The best way is to place a metal or plastic tray on the sill, filled about an inch deep with shingle or gravel. Keep this constantly wet. Place the plant pots on inverted flower-pots to keep their bases from direct contact with the wet material and to allow them more air. A group of plants will create a more humid atmosphere than a solo specimen, and these can be grouped in plastic, metal or wooden planter troughs. Some versions have a canopy housing one or two fluorescent light tubes.

Best for the smaller-growing kinds is a glazed terrarium complete with louvers or a fan for ventilation and florescent lighting in the roof. With artificial light and heating, a cellar is an ideal place to grow orchids. You bring them out into the living room for display and put them outdoors in the summer.

Pots and Potting

Various containers can be used for orchids; pots of clay or plastic (preferably the black type), wooden boxes or baskets, rafts made with slabs of wood or fiber, or simply a chunk of osmunda or tree fern.

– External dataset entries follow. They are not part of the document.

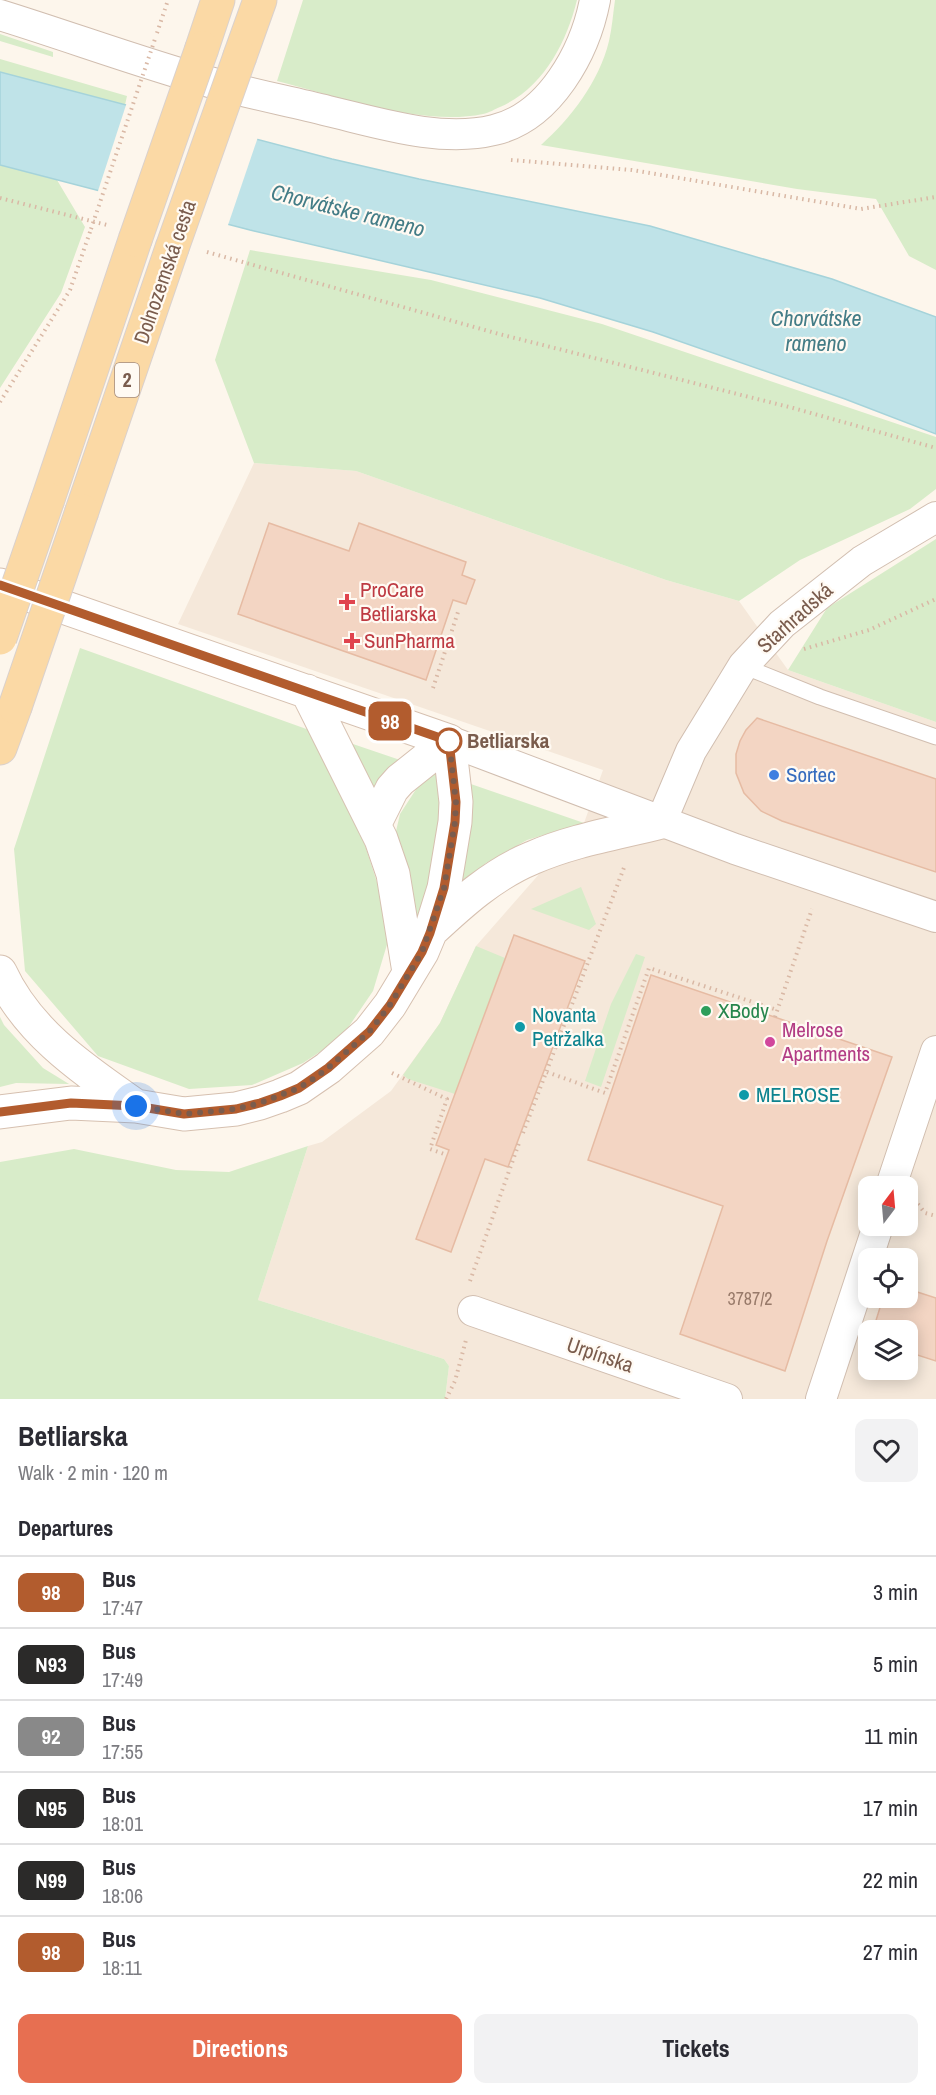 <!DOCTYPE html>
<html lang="en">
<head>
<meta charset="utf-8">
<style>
	body { margin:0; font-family:"Archivo Narrow",sans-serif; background:#f2f2f3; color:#2b2b33; height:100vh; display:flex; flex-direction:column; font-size:22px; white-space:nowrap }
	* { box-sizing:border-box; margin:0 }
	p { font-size:20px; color:#7c7c81 }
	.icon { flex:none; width:33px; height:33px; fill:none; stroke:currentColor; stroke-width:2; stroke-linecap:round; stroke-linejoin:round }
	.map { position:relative; height:1399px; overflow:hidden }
	.side { display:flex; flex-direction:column; background:#fff; flex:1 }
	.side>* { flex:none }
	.badge { padding:0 12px; border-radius:9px; font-size:21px; line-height:39px }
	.needle { width:39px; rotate:16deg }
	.buttons { position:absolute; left:858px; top:1176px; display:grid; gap:12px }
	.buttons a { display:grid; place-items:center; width:60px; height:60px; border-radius:12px; background:#fff; box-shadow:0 3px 15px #0003; font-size:30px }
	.you { position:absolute; width:30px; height:30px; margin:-15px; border:4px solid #fff; border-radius:50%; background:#1a73e8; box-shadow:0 0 0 9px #1a73e833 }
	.map>.badge { position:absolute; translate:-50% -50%; box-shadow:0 0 0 3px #fff }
	h2 { padding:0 18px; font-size:22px; line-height:54px }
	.round { display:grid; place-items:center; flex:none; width:63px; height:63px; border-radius:12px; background:#f2f2f3 }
	.overview { display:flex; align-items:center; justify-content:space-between; height:102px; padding:0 18px }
	h1 { font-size:28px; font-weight:800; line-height:45px }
	.primary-button { display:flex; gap:12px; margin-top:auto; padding:12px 18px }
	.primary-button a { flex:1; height:69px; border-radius:12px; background:#e76f51; color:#fff; font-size:24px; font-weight:800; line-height:69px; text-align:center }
	.primary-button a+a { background:#f2f2f3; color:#2b2b33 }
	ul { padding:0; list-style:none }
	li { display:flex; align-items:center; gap:18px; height:72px; padding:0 18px; border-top:2px solid #e1e1e2 }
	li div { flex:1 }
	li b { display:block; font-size:22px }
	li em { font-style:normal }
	li .badge { min-width:66px; font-weight:700; text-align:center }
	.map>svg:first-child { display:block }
	.residential { fill:#f5e8da; fill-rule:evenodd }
	.green { fill:#d8ecc9 }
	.water { fill:#bfe3e8; stroke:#a5d3da; stroke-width:1.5 }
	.pier { fill:#fdf6ec }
	.building { fill:#f3d5c3; stroke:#e6bba3; stroke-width:1.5 }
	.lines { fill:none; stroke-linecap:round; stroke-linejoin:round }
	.lane-casing { stroke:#d1beb0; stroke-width:17 }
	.street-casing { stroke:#d1beb0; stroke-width:32 }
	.secondary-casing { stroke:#d6c0b0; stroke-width:35 }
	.primary-casing { stroke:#dad1cd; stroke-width:35 }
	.path { stroke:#d9b8a5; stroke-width:4; stroke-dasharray:1.5 4.5; stroke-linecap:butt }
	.lane { stroke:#fff; stroke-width:15 }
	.street { stroke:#fff; stroke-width:30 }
	.secondary { stroke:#fff; stroke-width:33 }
	.primary { stroke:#fbd9a5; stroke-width:33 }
	.primary-bridge-casing { stroke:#dad1cd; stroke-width:35; stroke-linecap:butt }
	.path-bridge { stroke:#d9b8a5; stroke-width:4; stroke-dasharray:1.5 4.5; stroke-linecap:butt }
	.primary-bridge { stroke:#fbd9a5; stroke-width:33 }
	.line-casing { stroke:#fff; stroke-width:14 }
	.line { stroke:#b25c2e; stroke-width:9 }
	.walk { stroke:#7a5c4d; stroke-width:6; stroke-dasharray:0 10.8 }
	.health-dot { fill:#e0444e; stroke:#fffaf3; stroke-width:2 }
	.stop-dot { fill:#fff; stroke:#b25c2e; stroke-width:3 }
	.shop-dot { fill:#3f7fe0; stroke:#fffaf3; stroke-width:2 }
	.leisure-dot { fill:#2e9e5b; stroke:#fffaf3; stroke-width:2 }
	.culture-dot { fill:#0f9aa8; stroke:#fffaf3; stroke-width:2 }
	.hotel-dot { fill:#d1479c; stroke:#fffaf3; stroke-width:2 }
	.labels { text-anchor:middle; stroke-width:4.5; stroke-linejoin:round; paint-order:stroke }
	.number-label { font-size:18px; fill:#987a6a }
	.shield { fill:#fffaf3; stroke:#a28b7f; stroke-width:1.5 }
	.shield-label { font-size:20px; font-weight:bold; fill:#7a5c4d }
	.street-label { font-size:21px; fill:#7a5c4d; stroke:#fffaf3 }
	.health-label { font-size:21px; fill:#be3a42; stroke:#fffaf3; text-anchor:start }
	.stop-label { font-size:21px; font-weight:bold; fill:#7a5c4d; stroke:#fffaf3; text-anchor:start }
	.shop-label { font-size:21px; fill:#366cbe; stroke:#fffaf3; text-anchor:start }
	.leisure-label { font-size:21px; fill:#27864d; stroke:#fffaf3; text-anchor:start }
	.culture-label { font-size:21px; fill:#0d838f; stroke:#fffaf3; text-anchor:start }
	.hotel-label { font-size:21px; fill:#b23c85; stroke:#fffaf3; text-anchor:start }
	.water-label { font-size:22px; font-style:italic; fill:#437c86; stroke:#fffaf3 }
</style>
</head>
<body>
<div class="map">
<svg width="936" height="1399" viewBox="0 0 936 1399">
	<rect width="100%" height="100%" fill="#fdf6ec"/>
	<path class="residential" d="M254,463L356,471L666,580L739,601L788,670L936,722V1399H445L449,1366L444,1359L258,1300L308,1146L322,1142L391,1091L440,1023L476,946L584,823L603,770L178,624ZM868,1186H908V1226H868ZM868,1258H908V1298H868ZM868,1330H908V1370H868Z"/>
	<path class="green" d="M303,0H577C566,44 543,88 500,107C495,109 489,113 483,114C422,127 337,96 277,81Z
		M615,0H936V270L909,256L876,199L797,189L541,145C571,118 599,82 609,41C612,28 613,14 615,0Z
		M0,34L53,52V57L0,41Z
		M0,59L127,96L125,105L0,72Z
		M0,165L57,180L85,227L61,293L0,388Z
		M250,250L431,280L602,324L936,437V489L910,509L800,560L739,601L666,580L356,471L254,463L215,360Z
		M936,539V722L788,670L827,608Z
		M80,648L312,731L355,815L392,928L373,991L341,1038L303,1063L252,1085L189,1089L98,1056L25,971L14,849Z
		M350,743L403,761L375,801Z
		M435,771L444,808L418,936L393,844L400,814L426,774Z
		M465,782L584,823L527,840L486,863L452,893Z
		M581,887L596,924L589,930L531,909Z
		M476,946L505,958L455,1094L408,1079L403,1075L440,1023Z
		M636,954L645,957L601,1087L585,1081L611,1004Z
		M0,1017L4,1025L43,1068L69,1084L16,1083L0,1087Z
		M308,1146L258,1300L444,1359L449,1366L445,1399H0V1162L74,1149L176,1170L229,1172Z"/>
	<path class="water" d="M0,72L332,159L419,179L650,226L832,279L936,317V434L845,399L653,332L540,298L250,230L0,165Z"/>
	<path class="pier" d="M127,102L258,137L227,228L97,194Z"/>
	<path class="building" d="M269,523L349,551L359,523L466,562L462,575L475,580L466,604L453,600L426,680L238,614Z
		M757,718L936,779V872L782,821L761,811L744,793L736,773V754L740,741L746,730Z
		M514,935L585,961L508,1167L485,1159L451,1252L416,1239L449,1150L436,1145Z
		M651,975L892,1057L827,1241L785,1371L680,1334L723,1206L588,1160Z
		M908,1289L936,1298V1361L908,1352V1330H873L883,1298H908Z"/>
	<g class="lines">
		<g class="lane-casing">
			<path id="lane" d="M743,666L820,697L936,737"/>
		</g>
		<g class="street-casing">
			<path id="street" d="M0,15C71,37 141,63 213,83C250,94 289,101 328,111C379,123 441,143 494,130C550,117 585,52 595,0
				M449,741L735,849L936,917
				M661,822L691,751L743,666L782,624L862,561L936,517
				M891,1186L936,1051
				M473,1311L727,1399
				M821,1399L878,1226"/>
		</g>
		<g class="secondary-casing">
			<path id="secondary" d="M0,585L449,741
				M307,691L381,839L393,874L409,972
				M374,825L392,789L400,780L449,741
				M431,931C461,903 493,874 532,858C573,840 618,833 661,822
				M0,972C28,1033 83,1069 136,1106
				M0,1112L71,1103L136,1106L184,1114L236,1109L260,1103L280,1096L299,1088L328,1068L369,1032L390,1005L422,952L430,933L444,888L455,822L456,802L449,741"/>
		</g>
		<g class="primary-casing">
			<path id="primary" d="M202,48L218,0
				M240,56L260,0
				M48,499L135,240
				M82,511L172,248
				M0,748L15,707"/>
		</g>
		<path class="path" d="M157,33L168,0
			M511,160L632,170L861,209L936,197
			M0,198L107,225
			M207,252L499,334L793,408L936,448
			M0,402L70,290L91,229
			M804,649L869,630L936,599
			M433,688L459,609
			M775,1017L812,909
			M547,1072L605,1093L649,968L777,1010
			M392,1073L447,1099L430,1149L447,1155
			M523,1133L625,865
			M918,1204L925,1213L936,1216
			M470,1281L519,1143
			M446,1399L455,1381L466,1340"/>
		<use href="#lane" class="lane"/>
		<use href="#street" class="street"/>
		<use href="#secondary" class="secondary"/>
		<use href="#primary" class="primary"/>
		<g class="primary-bridge-casing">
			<path id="primary-bridge" d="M135,240L202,48
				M172,248L240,56
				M0,638L48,499
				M15,707L82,511"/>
		</g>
		<path class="path-bridge" d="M91,229L156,36"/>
		<use href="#primary-bridge" class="primary-bridge"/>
	</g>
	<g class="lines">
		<g class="line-casing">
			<path id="line" d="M0,585L449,741L456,802L455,822L444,888L430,933L422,952L390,1005L369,1032L328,1068L299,1088L280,1096L260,1103L236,1109L184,1114L136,1106L71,1103L0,1112"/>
		</g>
		<use href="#line" class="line"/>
		<path class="walk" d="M136,1106L184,1114L236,1109L260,1103L299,1088L313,1079L328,1068L369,1032L390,1005L422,952L444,888L455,822L456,802L449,741"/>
	</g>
	<g class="health-dot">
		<path d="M344 593h6v6h6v6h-6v6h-6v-6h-6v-6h6z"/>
		<path d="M349 632h6v6h6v6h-6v6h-6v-6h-6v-6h6z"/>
	</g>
	<circle class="stop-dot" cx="449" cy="741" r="12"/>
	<circle class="shop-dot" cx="774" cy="775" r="6"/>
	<circle class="leisure-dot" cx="706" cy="1011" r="6"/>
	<g class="culture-dot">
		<circle cx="520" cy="1027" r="6"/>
		<circle cx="744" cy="1095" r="6"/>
	</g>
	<circle class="hotel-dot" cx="770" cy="1042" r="6"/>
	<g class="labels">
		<g class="number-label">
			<text x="750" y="1305">3787/2</text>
		</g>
		<rect class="shield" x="115" y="363" width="24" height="34" rx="4.5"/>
		<g class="shield-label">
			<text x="127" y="387">2</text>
		</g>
		<g class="street-label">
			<text transform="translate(165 272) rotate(-71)" y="7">Dolnozemská cesta</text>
			<text transform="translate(795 618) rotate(-42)" y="7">Starhradská</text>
			<text transform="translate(600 1355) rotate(19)" y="7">Urpínska</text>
		</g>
		<g class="health-label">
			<text x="360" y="597">ProCare<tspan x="360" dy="24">Betliarska</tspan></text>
			<text x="364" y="648">SunPharma</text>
		</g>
		<g class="stop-label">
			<text x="467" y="748">Betliarska</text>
		</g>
		<g class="shop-label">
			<text x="786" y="782">Sortec</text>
		</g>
		<g class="leisure-label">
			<text x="718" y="1018">XBody</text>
		</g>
		<g class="culture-label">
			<text x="532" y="1022">Novanta<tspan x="532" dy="24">Petržalka</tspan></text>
			<text x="756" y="1102">MELROSE</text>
		</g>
		<g class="hotel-label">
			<text x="782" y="1037">Melrose<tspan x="782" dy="24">Apartments</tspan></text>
		</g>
		<g class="water-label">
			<text transform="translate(348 210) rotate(14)" y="8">Chorvátske rameno</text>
			<text x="816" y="326">Chorvátske<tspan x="816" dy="25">rameno</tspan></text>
		</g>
	</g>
</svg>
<div class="buttons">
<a><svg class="needle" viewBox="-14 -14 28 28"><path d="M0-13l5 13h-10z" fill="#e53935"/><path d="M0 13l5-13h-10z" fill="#7c7c81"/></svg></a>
<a><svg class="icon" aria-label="locate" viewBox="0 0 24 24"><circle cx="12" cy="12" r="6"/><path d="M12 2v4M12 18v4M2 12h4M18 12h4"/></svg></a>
<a><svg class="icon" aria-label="layers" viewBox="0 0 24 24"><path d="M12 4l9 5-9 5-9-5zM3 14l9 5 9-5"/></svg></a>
</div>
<div class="you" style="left:136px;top:1106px"></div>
<b class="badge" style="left:390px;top:721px;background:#b25c2e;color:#fff">98</b>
</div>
<section class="side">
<div class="overview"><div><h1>Betliarska</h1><p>Walk · 2 min · 120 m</p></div><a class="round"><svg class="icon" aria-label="heart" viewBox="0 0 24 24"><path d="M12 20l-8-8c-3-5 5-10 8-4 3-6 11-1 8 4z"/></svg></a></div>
<h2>Departures</h2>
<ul>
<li><span class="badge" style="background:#b25c2e;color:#fff">98</span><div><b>Bus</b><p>17:47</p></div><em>3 min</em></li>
<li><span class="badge" style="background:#2b2a29;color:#fff">N93</span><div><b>Bus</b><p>17:49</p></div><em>5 min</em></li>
<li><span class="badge" style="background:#898989;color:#fff">92</span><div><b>Bus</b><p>17:55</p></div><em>11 min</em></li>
<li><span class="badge" style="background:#2b2a29;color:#fff">N95</span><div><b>Bus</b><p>18:01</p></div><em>17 min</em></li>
<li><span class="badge" style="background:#2b2a29;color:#fff">N99</span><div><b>Bus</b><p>18:06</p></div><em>22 min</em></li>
<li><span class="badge" style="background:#b25c2e;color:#fff">98</span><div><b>Bus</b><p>18:11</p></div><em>27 min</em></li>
</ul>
<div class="primary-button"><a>Directions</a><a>Tickets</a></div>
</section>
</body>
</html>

The potting mixture used for orchids is quite different from normal houseplant mixes and can be obtained from specialty garden centers. It is usually based on shredded fir bark, but osmunda fiber is best and live sphagnum moss is an excellent addition. Many modern mixes contain plastic chippings.

Repot each spring, using a pot big enough for one more pseudo-bulb to grow. Tease out the old fiber from the roots. Remove any dead roots. Carefully pack new potting mix between and around the roots. Crock the pot for drainage.When growing orchids indoors it is best not to pack the potting mixture down too firmly. When using a chunk of wood, fiber or osmunda, pack potting mixture in and around the roots and strap the plant to the slab with copper wire or nylon string.

Artificial Lighting

Controlled manually or with a time-switch, artificial lighting is invaluable for boosting or completely replacing natural daylight.

A simple stand with one or two fluorescent tubes is excellent for growing small orchids, such as the Cattleya, Miltonia and Paphiopedilum hybrids. In larger installations, a combination of fluorescent tubes—’cool white’, ‘daylight’ or ‘ Gro-Lux’ - and ordinary incandescent bulbs will ensure that your orchids grow and flower well. Try using 25 or 40 watt incandescent bulbs spaced evenly between long tubes, which should be about four inches apart. The best combination is about 10 watts of incandescent lighting for every 100 watts of fluorescent.

To ensure even illumination it is best to construct a battery of five to eight tubes and their accompanying bulbs. Use clear plastic sheeting to filter out the harmful ultraviolet rays and place the lamps at least four inches (and preferably six inches) above the foliage.